There are as you can guess many metadata elements that surround data (schemas, dictionaries, classifications, provenance, concepts, coverage, quality, etc.). These have actually been studied for decades by various groups an initiatives, and the good news is that standards and best practices are available to you to document your data, the W3C DCAT or the Data Documentation Initiative (DDI) being good places to start. DDI for example has placeholders to capture many of the elements mentioned above. Ultimately, it is about making the data Findable, Accessible, Interoperable, and Reusable, which are the core principles of the FAIR initiative.

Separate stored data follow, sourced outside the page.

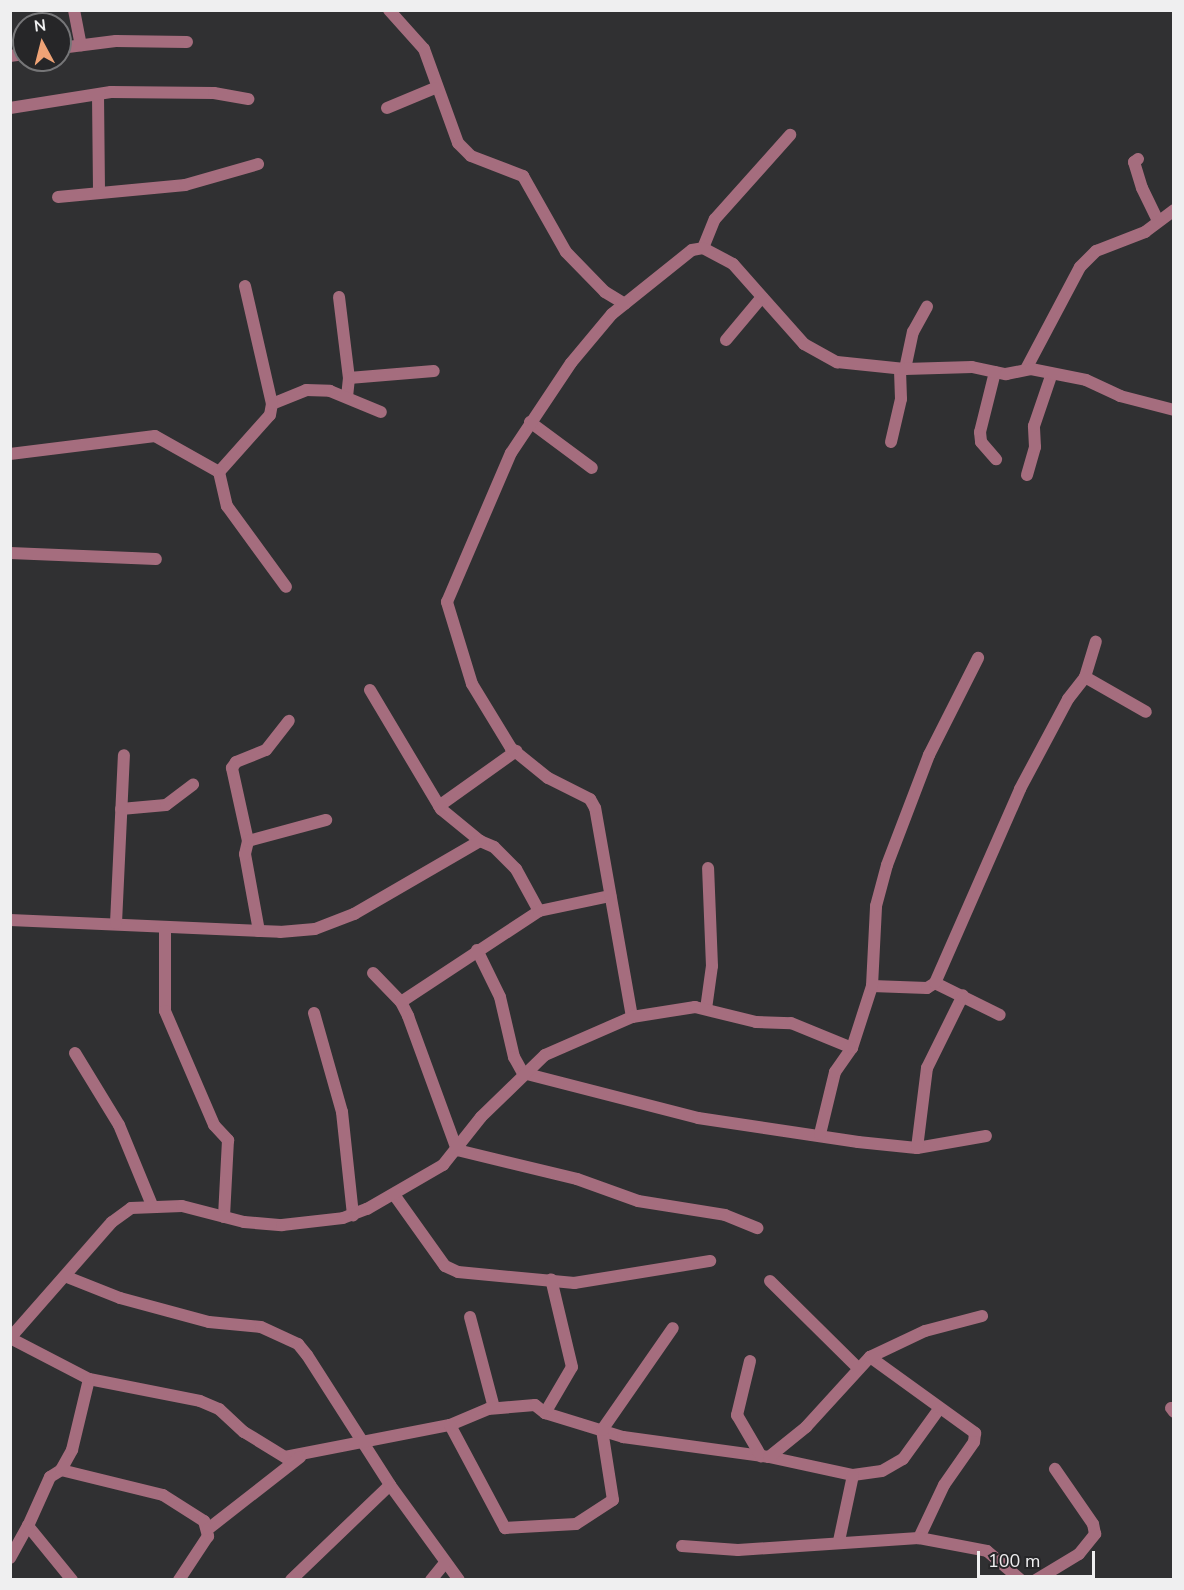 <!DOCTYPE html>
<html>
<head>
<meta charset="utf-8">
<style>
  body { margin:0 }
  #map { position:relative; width:1184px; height:1590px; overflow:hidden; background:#303032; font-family:"Nunito Sans",sans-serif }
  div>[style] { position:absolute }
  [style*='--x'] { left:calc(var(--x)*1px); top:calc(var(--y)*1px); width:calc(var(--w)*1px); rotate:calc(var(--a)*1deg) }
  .minor>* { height:12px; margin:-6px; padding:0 6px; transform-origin:6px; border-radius:6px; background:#a56d7e }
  span { translate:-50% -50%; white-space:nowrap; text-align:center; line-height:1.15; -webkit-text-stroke:6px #262628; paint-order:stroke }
  .frame { position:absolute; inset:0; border:12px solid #efeff0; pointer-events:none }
  .north { position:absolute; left:12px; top:12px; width:60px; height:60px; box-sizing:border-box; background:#262628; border:2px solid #767678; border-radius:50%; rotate:353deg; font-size:16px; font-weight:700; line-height:24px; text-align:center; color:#efeff0 }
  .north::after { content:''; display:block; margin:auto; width:21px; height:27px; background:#efa376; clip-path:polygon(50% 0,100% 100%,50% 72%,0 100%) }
  .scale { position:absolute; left:977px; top:1551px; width:118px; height:27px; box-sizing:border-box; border:3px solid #efeff0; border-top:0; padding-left:8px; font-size:18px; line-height:21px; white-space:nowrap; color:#efeff0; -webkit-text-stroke:4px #262628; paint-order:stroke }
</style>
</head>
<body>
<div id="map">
  <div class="minor">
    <i style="--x:74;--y:10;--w:36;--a:79"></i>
    <i style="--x:389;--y:10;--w:52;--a:48.1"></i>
    <i style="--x:424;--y:49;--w:100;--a:70.1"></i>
    <i style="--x:458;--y:143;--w:18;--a:45"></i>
    <i style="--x:471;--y:156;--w:56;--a:21"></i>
    <i style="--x:523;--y:176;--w:87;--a:60.5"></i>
    <i style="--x:566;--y:252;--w:56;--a:45.7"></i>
    <i style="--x:605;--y:292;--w:23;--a:31"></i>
    <i style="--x:60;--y:48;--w:56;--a:-7.1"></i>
    <i style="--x:116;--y:41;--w:71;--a:0.8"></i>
    <i style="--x:10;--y:56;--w:14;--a:-8"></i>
    <i style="--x:98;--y:95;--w:96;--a:89.4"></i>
    <i style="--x:10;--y:108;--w:102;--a:-9"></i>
    <i style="--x:111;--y:92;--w:103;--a:0.6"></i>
    <i style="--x:214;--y:93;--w:35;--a:10"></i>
    <i style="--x:387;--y:108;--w:52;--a:-22.6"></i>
    <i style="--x:1138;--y:159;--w:5;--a:143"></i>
    <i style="--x:1134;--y:162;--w:27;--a:73"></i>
    <i style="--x:1142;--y:188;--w:34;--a:64"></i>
    <i style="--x:58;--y:197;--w:128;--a:-5.4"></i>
    <i style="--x:185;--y:185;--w:76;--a:-16"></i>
    <i style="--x:703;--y:248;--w:31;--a:-68"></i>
    <i style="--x:715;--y:219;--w:113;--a:-48.2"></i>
    <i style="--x:339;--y:297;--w:82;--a:83"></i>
    <i style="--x:349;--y:378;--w:18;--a:96"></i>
    <i style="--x:726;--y:340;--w:56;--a:-50.1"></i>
    <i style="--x:905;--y:369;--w:38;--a:-78"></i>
    <i style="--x:913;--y:332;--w:29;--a:-61"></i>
    <i style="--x:1026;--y:369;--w:115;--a:-62.1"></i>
    <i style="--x:1080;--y:267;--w:23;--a:-45"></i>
    <i style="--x:1096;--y:251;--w:53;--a:-21.2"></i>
    <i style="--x:1145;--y:232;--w:36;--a:-37"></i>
    <i style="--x:995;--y:372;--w:62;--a:104"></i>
    <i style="--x:980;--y:432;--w:10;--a:84"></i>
    <i style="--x:981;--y:442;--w:23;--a:49"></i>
    <i style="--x:349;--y:378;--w:85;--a:-4.7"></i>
    <i style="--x:272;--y:404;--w:37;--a:-22"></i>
    <i style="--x:306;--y:390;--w:24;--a:2"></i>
    <i style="--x:330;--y:391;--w:55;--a:22.4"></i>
    <i style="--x:530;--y:422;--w:77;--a:36.6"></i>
    <i style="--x:891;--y:442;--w:44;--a:-76.9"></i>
    <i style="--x:901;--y:399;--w:30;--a:-92"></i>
    <i style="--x:10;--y:454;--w:146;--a:-7.1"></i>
    <i style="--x:155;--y:436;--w:73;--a:29.4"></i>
    <i style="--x:219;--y:472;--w:76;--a:-48.2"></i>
    <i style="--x:270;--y:415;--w:11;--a:-80"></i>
    <i style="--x:272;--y:404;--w:121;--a:-102.9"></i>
    <i style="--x:219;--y:472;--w:35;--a:77"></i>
    <i style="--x:227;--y:506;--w:100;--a:53.9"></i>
    <i style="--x:1027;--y:475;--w:29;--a:-74"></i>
    <i style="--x:1035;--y:447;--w:21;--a:-93"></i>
    <i style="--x:1034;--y:426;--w:53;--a:-71.2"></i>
    <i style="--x:10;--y:553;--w:146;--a:2.4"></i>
    <i style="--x:1085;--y:677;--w:70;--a:29.8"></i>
    <i style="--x:370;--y:690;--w:139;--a:59.2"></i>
    <i style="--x:441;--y:809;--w:50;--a:39.4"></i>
    <i style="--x:480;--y:841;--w:15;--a:23"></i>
    <i style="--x:494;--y:847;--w:31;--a:45"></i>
    <i style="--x:516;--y:869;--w:48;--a:61.3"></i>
    <i style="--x:439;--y:806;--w:95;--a:-35.5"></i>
    <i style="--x:121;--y:809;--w:45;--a:-5.1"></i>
    <i style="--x:166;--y:805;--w:34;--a:-37"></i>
    <i style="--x:248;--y:841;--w:75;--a:-102.4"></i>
    <i style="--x:232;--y:768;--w:7;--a:-56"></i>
    <i style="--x:236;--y:762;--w:32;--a:-22"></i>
    <i style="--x:266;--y:750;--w:37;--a:-52"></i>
    <i style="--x:10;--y:920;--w:270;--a:2.5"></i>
    <i style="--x:280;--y:932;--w:35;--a:-5"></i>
    <i style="--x:315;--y:929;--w:42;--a:-21"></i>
    <i style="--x:354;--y:914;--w:146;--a:-30.1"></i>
    <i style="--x:116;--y:923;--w:168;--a:-87.3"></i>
    <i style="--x:165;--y:928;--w:83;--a:90"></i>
    <i style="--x:165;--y:1011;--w:124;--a:66.7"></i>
    <i style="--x:214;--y:1125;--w:21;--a:47"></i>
    <i style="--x:228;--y:1140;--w:77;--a:93"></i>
    <i style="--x:259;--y:931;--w:78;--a:-100.3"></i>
    <i style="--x:245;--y:854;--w:13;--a:-77"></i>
    <i style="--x:248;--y:841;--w:81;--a:-15.1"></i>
    <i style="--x:477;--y:950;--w:52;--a:63.9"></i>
    <i style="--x:500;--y:997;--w:62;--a:76.9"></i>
    <i style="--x:514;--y:1057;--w:18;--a:61"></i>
    <i style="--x:523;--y:1073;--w:181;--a:14.4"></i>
    <i style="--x:698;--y:1118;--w:162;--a:8.5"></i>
    <i style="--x:858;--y:1142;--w:59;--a:5.8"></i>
    <i style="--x:917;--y:1148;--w:70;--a:-9.9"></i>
    <i style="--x:373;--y:973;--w:40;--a:46"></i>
    <i style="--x:401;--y:1002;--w:16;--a:63"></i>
    <i style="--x:408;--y:1016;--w:143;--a:69.9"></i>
    <i style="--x:935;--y:983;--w:72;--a:26.2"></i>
    <i style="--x:872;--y:986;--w:55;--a:2.1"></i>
    <i style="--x:927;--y:988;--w:9;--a:-32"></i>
    <i style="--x:935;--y:983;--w:212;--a:-66.3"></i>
    <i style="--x:1020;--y:789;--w:102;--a:-61.9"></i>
    <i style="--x:1068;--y:699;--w:28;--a:-52"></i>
    <i style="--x:1085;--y:677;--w:37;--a:-73"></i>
    <i style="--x:401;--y:1002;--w:165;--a:-33.4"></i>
    <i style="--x:539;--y:911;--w:73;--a:-11.9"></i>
    <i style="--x:706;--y:1009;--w:43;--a:-82.1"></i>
    <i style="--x:712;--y:966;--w:98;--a:-92.3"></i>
    <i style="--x:314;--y:1013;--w:103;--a:74.2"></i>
    <i style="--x:342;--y:1112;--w:104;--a:83.9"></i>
    <i style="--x:632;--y:1017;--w:212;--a:-100"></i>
    <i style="--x:595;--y:808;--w:10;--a:-119"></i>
    <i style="--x:590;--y:799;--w:47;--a:-153.4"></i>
    <i style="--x:548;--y:778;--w:48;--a:-141"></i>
    <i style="--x:511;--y:748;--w:75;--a:-121.4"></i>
    <i style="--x:472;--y:684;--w:86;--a:-107"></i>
    <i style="--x:447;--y:602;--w:162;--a:-66.8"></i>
    <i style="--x:511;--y:453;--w:108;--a:-56.3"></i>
    <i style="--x:571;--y:363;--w:64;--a:-50.1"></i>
    <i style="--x:612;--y:314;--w:102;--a:-38.7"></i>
    <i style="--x:692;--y:250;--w:11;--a:-10"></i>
    <i style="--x:703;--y:248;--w:34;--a:28"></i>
    <i style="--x:733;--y:264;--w:107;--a:48.4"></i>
    <i style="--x:804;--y:344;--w:38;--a:29"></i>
    <i style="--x:837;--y:362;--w:68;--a:5.9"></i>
    <i style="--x:905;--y:369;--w:67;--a:-1.7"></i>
    <i style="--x:972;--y:367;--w:35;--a:12"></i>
    <i style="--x:1006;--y:374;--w:25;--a:-11"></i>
    <i style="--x:1031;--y:369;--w:56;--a:11.3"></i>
    <i style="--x:1086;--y:380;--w:38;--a:25"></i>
    <i style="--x:1120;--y:396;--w:56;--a:14.5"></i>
    <i style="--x:75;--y:1053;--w:84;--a:58.6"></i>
    <i style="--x:119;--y:1125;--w:87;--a:67.6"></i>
    <i style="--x:820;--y:1134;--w:64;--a:-76.4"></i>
    <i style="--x:835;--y:1072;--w:29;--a:-55"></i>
    <i style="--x:852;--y:1048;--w:65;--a:-72.1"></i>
    <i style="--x:872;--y:986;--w:80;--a:-87.1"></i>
    <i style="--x:876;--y:906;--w:42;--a:-75"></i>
    <i style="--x:887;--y:865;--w:118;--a:-69.1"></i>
    <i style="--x:929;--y:755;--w:109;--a:-63.2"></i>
    <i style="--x:917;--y:1148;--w:81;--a:-82.9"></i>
    <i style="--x:927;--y:1068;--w:81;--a:-63.7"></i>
    <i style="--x:457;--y:1150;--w:123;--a:13.6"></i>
    <i style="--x:577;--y:1179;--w:65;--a:19.8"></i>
    <i style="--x:638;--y:1201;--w:88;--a:9.1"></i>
    <i style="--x:725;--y:1215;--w:35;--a:22"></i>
    <i style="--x:395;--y:1196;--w:86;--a:54.5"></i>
    <i style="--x:445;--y:1266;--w:14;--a:25"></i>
    <i style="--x:458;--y:1272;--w:117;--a:5.4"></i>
    <i style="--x:574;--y:1283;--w:138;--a:-9.2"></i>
    <i style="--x:67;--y:1277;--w:57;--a:21.6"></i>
    <i style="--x:120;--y:1298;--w:92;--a:15.1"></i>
    <i style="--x:209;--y:1322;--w:52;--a:5.5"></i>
    <i style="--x:261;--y:1327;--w:41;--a:24.7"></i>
    <i style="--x:298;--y:1344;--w:14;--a:51"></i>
    <i style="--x:307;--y:1355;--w:154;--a:57.4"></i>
    <i style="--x:390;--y:1485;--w:137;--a:136.2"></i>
    <i style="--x:770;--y:1281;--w:122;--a:44.7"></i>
    <i style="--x:470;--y:1317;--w:94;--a:75.2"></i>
    <i style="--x:10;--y:1338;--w:89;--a:27.4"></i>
    <i style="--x:89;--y:1379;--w:113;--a:11.2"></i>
    <i style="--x:200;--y:1401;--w:21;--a:23"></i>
    <i style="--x:219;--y:1409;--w:34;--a:43"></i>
    <i style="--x:244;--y:1432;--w:48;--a:31.4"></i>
    <i style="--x:285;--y:1457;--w:168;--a:-11"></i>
    <i style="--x:450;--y:1425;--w:41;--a:-22.8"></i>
    <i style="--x:488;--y:1409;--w:47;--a:-4.9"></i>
    <i style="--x:535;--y:1405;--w:13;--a:39"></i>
    <i style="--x:545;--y:1413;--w:82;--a:17.1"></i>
    <i style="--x:623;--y:1437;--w:147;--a:7.8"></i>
    <i style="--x:769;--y:1457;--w:86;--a:12.1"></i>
    <i style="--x:853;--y:1475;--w:29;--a:-8"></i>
    <i style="--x:882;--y:1471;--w:24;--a:-30"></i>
    <i style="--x:903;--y:1459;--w:62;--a:-54.2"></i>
    <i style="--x:10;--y:1338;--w:154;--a:-48.7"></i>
    <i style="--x:112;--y:1222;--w:24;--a:-36"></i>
    <i style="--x:131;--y:1208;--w:51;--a:-2.2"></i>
    <i style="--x:182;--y:1206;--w:64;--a:14.5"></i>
    <i style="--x:244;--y:1222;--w:38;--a:5"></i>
    <i style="--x:282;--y:1225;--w:61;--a:-6.5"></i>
    <i style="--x:343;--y:1218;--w:26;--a:-21"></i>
    <i style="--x:367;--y:1209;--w:88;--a:-30.1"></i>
    <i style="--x:443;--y:1165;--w:61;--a:-51.6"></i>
    <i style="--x:481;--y:1117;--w:89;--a:-44.1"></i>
    <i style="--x:545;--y:1055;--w:95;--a:-23.6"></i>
    <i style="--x:632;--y:1017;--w:64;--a:-9"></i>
    <i style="--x:695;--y:1007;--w:63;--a:13.8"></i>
    <i style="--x:756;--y:1022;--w:35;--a:2"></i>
    <i style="--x:791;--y:1023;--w:66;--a:22.3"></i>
    <i style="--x:870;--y:1357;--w:130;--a:35.9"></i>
    <i style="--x:975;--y:1433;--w:9;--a:96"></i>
    <i style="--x:974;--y:1442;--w:52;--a:124.9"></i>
    <i style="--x:944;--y:1485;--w:59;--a:115.3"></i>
    <i style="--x:750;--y:1361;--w:56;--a:103.5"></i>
    <i style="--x:737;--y:1415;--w:48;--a:59.7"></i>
    <i style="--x:1171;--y:1408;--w:5;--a:53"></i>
    <i style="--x:545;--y:1413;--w:53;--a:-59.6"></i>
    <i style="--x:572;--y:1367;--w:90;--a:-103.4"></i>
    <i style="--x:450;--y:1425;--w:117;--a:61.9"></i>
    <i style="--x:505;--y:1528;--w:71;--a:-3.2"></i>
    <i style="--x:576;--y:1524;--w:44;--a:-33"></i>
    <i style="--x:613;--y:1500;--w:71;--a:-98.9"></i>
    <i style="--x:602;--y:1430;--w:124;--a:-55.2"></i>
    <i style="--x:769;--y:1457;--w:48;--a:-39"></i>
    <i style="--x:806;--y:1427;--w:95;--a:-47.6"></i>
    <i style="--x:870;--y:1357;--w:61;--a:-25.3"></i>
    <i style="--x:925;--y:1331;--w:59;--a:-14.7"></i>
    <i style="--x:61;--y:1470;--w:105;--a:13.8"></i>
    <i style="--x:163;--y:1495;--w:49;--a:32.4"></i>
    <i style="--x:204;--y:1521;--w:16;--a:75"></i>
    <i style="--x:208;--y:1536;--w:53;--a:123.4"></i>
    <i style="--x:390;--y:1485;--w:117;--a:54"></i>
    <i style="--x:208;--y:1529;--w:117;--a:-38"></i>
    <i style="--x:839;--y:1541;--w:67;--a:-78"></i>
    <i style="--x:682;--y:1546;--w:56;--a:4.1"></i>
    <i style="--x:738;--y:1550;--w:181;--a:-3.8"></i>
    <i style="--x:919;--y:1538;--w:69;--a:10.8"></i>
    <i style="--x:987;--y:1551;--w:45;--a:40.5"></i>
    <i style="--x:10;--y:1558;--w:37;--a:-61"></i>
    <i style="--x:72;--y:1580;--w:70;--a:-129.2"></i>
    <i style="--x:28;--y:1526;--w:54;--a:-65.8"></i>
    <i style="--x:50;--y:1477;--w:13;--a:-32"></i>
    <i style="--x:61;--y:1470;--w:23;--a:-61"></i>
    <i style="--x:72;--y:1450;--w:73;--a:-76.5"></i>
    <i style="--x:431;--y:1580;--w:22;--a:-51"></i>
    <i style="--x:1036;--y:1580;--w:50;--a:-31.2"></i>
    <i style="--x:1079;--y:1554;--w:26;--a:-51"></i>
    <i style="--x:1095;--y:1534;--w:10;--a:-101"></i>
    <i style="--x:1093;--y:1524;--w:67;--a:-124.6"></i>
  </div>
  <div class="frame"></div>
  <div class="north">N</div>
  <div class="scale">100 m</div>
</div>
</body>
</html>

- If your data is stored as files: accompany them with secondary files holding the metadata in standards based formats (e.g. DDI). Do not just throw in PDFs, MS-Word, Excel sheets, and other unstructured documents, they can only be used by humans!
- If your data is in SQL databases: ensure secondary tables or better, JSON/XML/RDF databases provide access the standard based metadata (metadata is typically semi-structured, making NOSQL databases more suitable)
- If you deliver data through APIs: make sure to design APIs that provide concurrent access to both data and metadata (and don’t forget to be API-First).
- In all cases: familiarize yourself with FAIR, FAIR Digital Objects, and related standards and best practices.
One of the major challenges is of course to find the documentation and ensuring its existence in machine actionable formats. But thats for a different story, or rather stories (yes, it’s solvable).
If you are looking for guidance and technical assistance, or need an out of the box API solution, I would recommend reaching out to MTNA or consider its Rich Data Services (RDS) platform. MTNA was my home for many years prior to joining Postman, and you’ll find deep expertise on these topics there.
And of course you’re always welcome to contact me, this is one of my favorite topic and mission in life. I’m currently investigating ways to automate the inference of metadata from data using software agents. If you are in the GraphQL space, I’m exploring options to inject metadata in GraphQL schemas and develop GraphQL based APIs for standards. And open data projects and APIs are always on my agenda.
I hope this helps you grasp the importance and benefits of machine actionable metadata to complement your data, and that you will never look at a CSV file, database table, or data API in the same way.
Data impacts everything we do and that surrounds us. It drive policy and decision making, powers software applications, measure the health of our nations an planets, supports research and innovation, and ultimately exists run businesses, support governments, inform the public, and ensure the well being, safety, and future of our families, friends, and communities. Let’s make sure it carries the comprehensive information we need to use it in effective and responsible ways, and empower information systems to unleash machine intelligence.